▶ **INSTRUCTIONS TO FOLLOW**:
Search the lines of the records for the word "position", and copy every line that has it.

▶ **MATERIAL PROVIDED**:
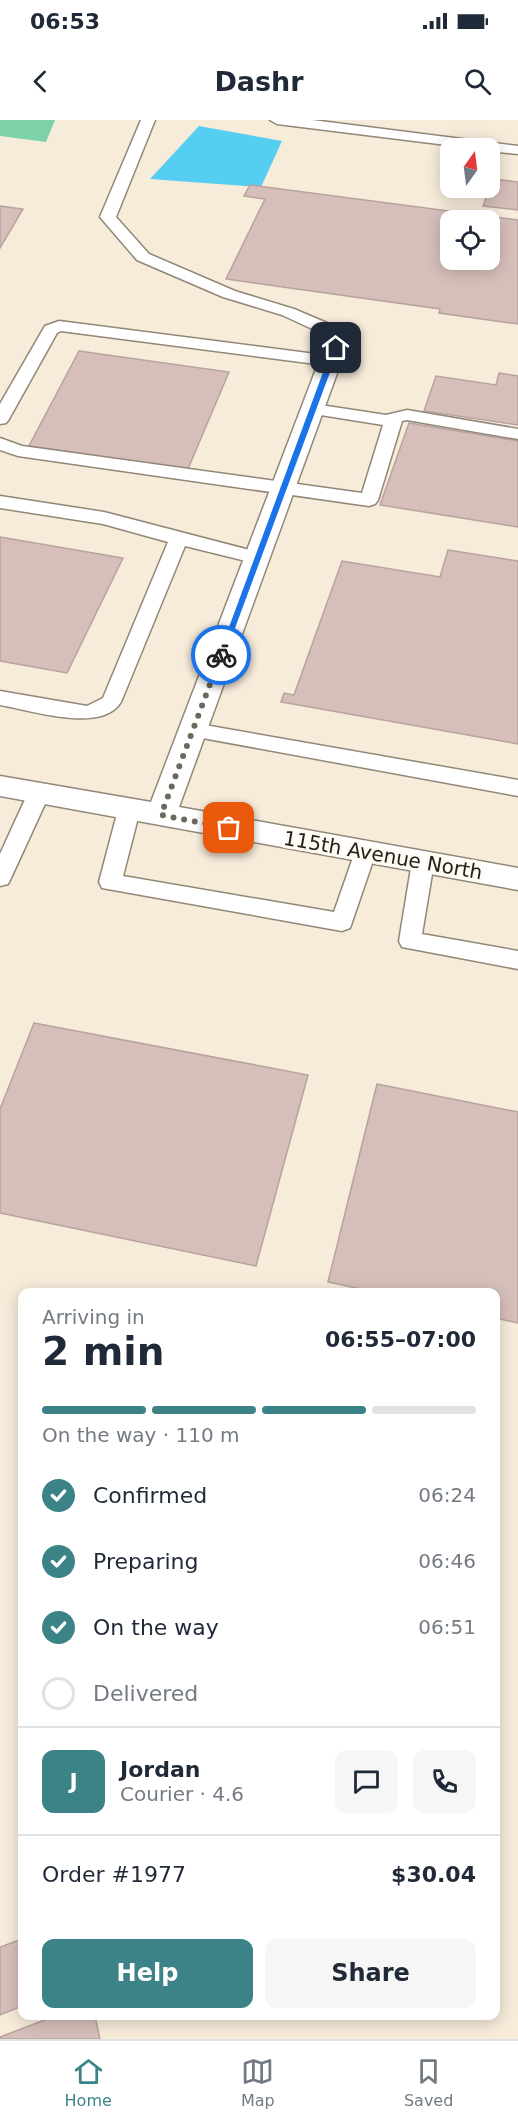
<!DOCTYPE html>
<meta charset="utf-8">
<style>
:root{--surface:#fff;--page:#f6f6f7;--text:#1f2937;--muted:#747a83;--line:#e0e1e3;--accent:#3b8386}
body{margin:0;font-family:"DejaVu Sans",sans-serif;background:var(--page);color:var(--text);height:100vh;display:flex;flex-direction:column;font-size:22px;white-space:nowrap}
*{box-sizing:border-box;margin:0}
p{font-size:20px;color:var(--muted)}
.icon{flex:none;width:33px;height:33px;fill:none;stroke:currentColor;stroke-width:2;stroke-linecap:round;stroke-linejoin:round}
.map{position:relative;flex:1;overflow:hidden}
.drawer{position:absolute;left:18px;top:1168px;width:482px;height:732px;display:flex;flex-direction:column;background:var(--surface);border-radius:12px;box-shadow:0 3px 15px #0003}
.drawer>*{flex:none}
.needle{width:39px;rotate:14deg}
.tools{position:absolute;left:440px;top:18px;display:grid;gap:12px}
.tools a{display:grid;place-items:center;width:60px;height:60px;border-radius:12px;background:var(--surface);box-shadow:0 3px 15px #0003;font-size:30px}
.pin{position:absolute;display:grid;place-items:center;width:51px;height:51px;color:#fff;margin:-26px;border-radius:12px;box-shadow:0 3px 9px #0006}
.courier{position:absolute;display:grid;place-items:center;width:60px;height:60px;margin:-30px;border:4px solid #1a73e8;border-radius:50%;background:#fff;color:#222;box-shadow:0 2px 8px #0007}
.summary em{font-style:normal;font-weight:700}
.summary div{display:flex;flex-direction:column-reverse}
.summary{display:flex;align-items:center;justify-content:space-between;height:102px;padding:0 24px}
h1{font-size:39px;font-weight:700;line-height:45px}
.bar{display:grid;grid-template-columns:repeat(4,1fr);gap:9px 6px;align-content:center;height:72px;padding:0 24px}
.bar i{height:8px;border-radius:4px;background:var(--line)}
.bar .on{background:var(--accent)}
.bar p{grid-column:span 4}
.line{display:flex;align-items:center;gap:15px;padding:0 24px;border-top:2px solid var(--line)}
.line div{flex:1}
.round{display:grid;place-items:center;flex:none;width:63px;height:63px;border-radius:12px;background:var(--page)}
ol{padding:0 24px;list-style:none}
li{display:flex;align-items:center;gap:18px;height:66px}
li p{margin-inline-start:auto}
li .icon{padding:6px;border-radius:50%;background:var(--accent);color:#fff;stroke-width:4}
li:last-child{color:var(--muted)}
li i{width:33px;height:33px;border:3px solid var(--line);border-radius:50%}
.action{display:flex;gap:12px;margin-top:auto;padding:12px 24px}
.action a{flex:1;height:69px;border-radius:12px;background:var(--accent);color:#fff;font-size:24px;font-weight:700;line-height:69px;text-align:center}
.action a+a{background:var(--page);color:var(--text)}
.status{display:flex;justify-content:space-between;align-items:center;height:42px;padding:0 30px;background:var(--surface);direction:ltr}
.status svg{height:16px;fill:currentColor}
header{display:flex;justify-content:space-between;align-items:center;height:78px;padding:0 24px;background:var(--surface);font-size:27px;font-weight:700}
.menu{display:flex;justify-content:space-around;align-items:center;height:84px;border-top:2px solid var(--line);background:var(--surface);font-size:16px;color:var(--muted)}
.menu a{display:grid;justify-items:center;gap:3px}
.menu .on{color:var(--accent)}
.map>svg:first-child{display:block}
</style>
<div class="status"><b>06:53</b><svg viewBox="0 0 49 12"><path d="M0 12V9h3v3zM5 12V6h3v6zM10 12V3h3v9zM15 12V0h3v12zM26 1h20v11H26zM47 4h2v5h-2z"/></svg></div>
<header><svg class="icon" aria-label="back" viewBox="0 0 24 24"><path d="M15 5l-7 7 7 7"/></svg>Dashr<svg class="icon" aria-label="search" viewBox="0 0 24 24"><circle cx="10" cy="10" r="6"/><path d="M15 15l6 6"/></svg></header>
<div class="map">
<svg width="518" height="1919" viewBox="0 0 518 1919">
<rect width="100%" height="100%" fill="#f7ebda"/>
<polygon fill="#7dd2a9" points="0,0 55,0 46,22 0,16"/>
<polygon fill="#55cef2" points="199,6 282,21 261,67 150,59"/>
<g fill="#d6bfba" stroke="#b8a29d" stroke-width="1.5" fill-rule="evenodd">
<polygon points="493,59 518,62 518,90 483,86"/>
<path d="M 250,65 L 518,100 L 518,204 L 439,193 L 440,189 L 226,159 L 265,79 L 244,76 ZM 450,100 L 489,100 L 489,140 L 450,140 Z"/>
<polygon points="0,86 23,89 0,128"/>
<polygon points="79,231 229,252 188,349 29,326"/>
<polygon points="499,253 518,256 518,305 424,291 436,256 496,265"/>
<polygon points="409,303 518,321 518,407 380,385"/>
<polygon points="0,417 123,438 67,553 0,541"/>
<polygon points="448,430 518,441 518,624 281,582 284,573 294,575 342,441 440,457"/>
<polygon points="34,903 308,955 256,1146 0,1093 0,989"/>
<polygon points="377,964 518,992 518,1203 495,1198 495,1173 379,1173 328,1162"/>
<polygon points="22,1819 22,1886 0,1895 0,1827"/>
<polygon points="55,1896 95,1896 100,1919 0,1919 0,1917"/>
</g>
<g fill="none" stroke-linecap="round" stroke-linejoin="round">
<defs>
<g id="lane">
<polygon points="141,0 155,0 116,97 149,134 235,171 294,189 346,211 348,215 346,219 334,219 282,195 223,177 137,140 100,97"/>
<polygon points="270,0 312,0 518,26 518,34 489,31 489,28 471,28 277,4"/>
<polygon points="59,201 331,236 339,241 331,246 61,211 57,213 9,299 6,303 0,304 0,284 45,206"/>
<polygon points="314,284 386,295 407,290 518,309 518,319 407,300 402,301 378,380 375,384 369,386 18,336 0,330 0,318 22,326 362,373 383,305 308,293 305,289 308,285"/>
<path d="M 0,376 L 104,392 L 265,434 L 267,438 L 265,442 L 258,444 L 185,426 L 121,582 C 102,614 30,590 0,585 L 0,571 L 87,586 L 103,578 L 168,422 L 103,404 L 0,388 Z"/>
<polygon points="193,603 518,660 518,676 186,615 183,610 186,605"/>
<polygon points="39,665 46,668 50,673 11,758 8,764 0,766 0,734 28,673 32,668"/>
<polygon points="129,682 137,685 140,690 123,756 334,792 357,726 365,724 373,726 376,732 350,808 342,811 102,768 99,762 118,690 121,685"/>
<polygon points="423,734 431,736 434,742 422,814 518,831 518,849 402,827 399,821 412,742 415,736"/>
</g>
<polygon id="street" points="340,208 348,210 351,215 179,687 518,748 518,770 0,676 0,656 151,682 329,215 332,210"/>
</defs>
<use href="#lane" stroke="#928777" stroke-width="3"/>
<use href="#street" stroke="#928777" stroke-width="3"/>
<use href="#lane" fill="#fff" fill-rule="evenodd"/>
<use href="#street" fill="#fff" fill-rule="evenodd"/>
</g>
<polygon fill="#1a73e8" points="336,226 339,228 225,535 218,537 332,228"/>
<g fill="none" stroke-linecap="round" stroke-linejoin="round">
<polyline stroke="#6e675d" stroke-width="6" stroke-dasharray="0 10.8" points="221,535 161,695 229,708"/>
</g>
<g text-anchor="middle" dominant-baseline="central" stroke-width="6" stroke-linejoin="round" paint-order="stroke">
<g font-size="20" fill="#25201a" stroke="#fffaf3">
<text transform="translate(383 735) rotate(10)">115th Avenue North</text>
</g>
</g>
</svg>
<div class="tools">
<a><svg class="needle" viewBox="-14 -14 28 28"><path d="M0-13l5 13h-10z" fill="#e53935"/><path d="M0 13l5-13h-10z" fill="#747a83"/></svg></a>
<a><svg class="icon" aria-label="locate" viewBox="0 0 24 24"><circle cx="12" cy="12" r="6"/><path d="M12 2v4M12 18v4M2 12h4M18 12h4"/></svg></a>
</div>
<div class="pin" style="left:229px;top:708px;background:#ea580c"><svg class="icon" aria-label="bag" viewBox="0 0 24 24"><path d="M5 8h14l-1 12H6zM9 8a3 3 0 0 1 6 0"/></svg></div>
<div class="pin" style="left:336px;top:228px;background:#1f2937"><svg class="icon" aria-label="home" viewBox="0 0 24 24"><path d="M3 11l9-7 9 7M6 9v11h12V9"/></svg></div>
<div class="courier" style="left:221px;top:535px"><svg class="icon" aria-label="bike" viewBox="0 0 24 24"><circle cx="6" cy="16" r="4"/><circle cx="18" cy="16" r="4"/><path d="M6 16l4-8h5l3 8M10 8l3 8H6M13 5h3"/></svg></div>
<section class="drawer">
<div class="summary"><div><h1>2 min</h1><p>Arriving in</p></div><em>06:55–07:00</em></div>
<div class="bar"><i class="on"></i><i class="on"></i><i class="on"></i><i></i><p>On the way · 110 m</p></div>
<ol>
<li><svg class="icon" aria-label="check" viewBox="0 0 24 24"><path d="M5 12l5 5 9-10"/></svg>Confirmed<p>06:24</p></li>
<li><svg class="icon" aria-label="check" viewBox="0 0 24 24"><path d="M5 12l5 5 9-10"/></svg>Preparing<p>06:46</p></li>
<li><svg class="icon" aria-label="check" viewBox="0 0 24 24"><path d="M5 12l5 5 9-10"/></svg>On the way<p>06:51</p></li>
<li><i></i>Delivered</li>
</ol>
<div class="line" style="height:108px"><b class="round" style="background:var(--accent);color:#fff">J</b><div><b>Jordan</b><p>Courier · 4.6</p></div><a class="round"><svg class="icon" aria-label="chat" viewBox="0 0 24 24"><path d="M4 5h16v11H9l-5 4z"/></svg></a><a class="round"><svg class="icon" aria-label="phone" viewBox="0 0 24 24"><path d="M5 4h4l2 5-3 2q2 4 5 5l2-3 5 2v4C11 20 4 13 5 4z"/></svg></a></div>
<div class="line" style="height:78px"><div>Order #1977</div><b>$30.04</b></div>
<div class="action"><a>Help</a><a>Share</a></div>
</section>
</div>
<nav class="menu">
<a class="on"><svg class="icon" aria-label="home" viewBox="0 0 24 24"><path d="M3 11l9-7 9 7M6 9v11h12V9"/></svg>Home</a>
<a><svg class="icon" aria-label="map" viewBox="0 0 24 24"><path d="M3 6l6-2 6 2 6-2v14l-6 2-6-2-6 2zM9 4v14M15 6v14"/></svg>Map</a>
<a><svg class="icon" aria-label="saved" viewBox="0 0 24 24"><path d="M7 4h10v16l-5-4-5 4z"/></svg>Saved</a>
</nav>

▶ **RESULT BELOW**:
.map{position:relative;flex:1;overflow:hidden}
.drawer{position:absolute;left:18px;top:1168px;width:482px;height:732px;display:flex;flex-direction:column;background:var(--surface);border-radius:12px;box-shadow:0 3px 15px #0003}
.tools{position:absolute;left:440px;top:18px;display:grid;gap:12px}
.pin{position:absolute;display:grid;place-items:center;width:51px;height:51px;color:#fff;margin:-26px;border-radius:12px;box-shadow:0 3px 9px #0006}
.courier{position:absolute;display:grid;place-items:center;width:60px;height:60px;margin:-30px;border:4px solid #1a73e8;border-radius:50%;background:#fff;color:#222;box-shadow:0 2px 8px #0007}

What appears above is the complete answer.